Source material:
■ ■ ■ ■ ■

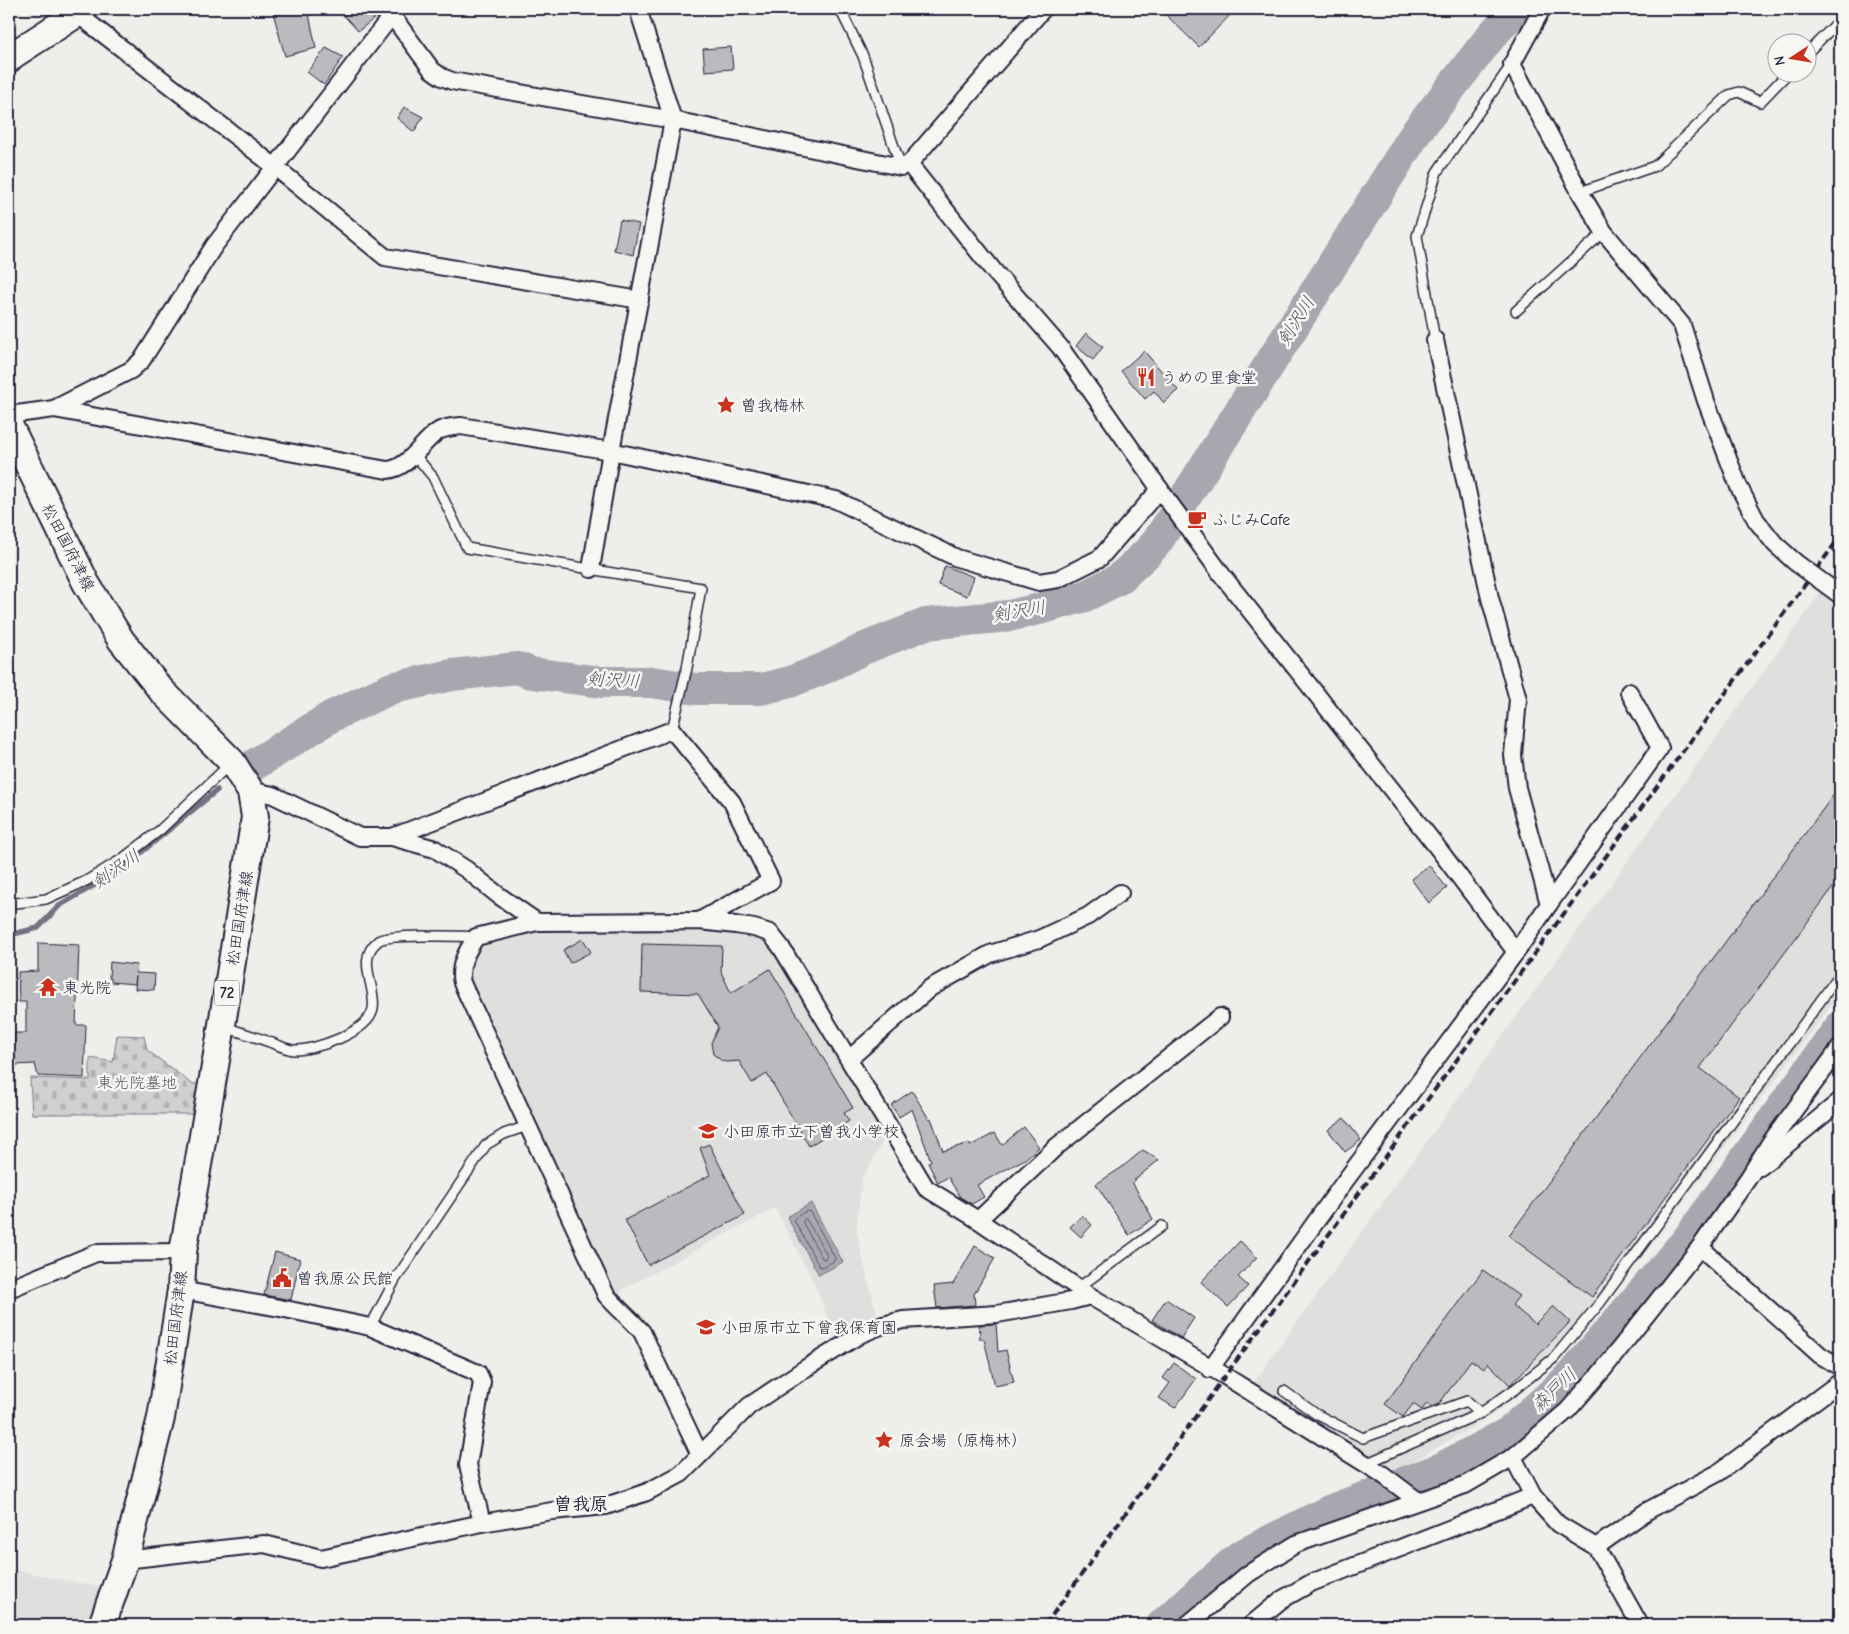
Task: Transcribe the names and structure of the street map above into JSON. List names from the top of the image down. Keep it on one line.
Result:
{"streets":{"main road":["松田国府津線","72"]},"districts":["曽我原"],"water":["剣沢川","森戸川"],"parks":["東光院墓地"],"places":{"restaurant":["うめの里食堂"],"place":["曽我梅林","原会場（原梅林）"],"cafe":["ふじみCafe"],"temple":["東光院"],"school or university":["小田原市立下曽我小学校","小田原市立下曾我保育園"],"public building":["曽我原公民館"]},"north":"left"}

■ ■ ■ ■ ■

Exercise directions: All of the data is to be transcribed exactly, with images omitted.

Worked solution:
Task: Transcribe the names and structure of the street map above into JSON. List names from the top of the image down. Keep it on one line.
Result:
{"streets":{"main road":["松田国府津線","72"]},"districts":["曽我原"],"water":["剣沢川","森戸川"],"parks":["東光院墓地"],"places":{"restaurant":["うめの里食堂"],"place":["曽我梅林","原会場（原梅林）"],"cafe":["ふじみCafe"],"temple":["東光院"],"school or university":["小田原市立下曽我小学校","小田原市立下曾我保育園"],"public building":["曽我原公民館"]},"north":"left"}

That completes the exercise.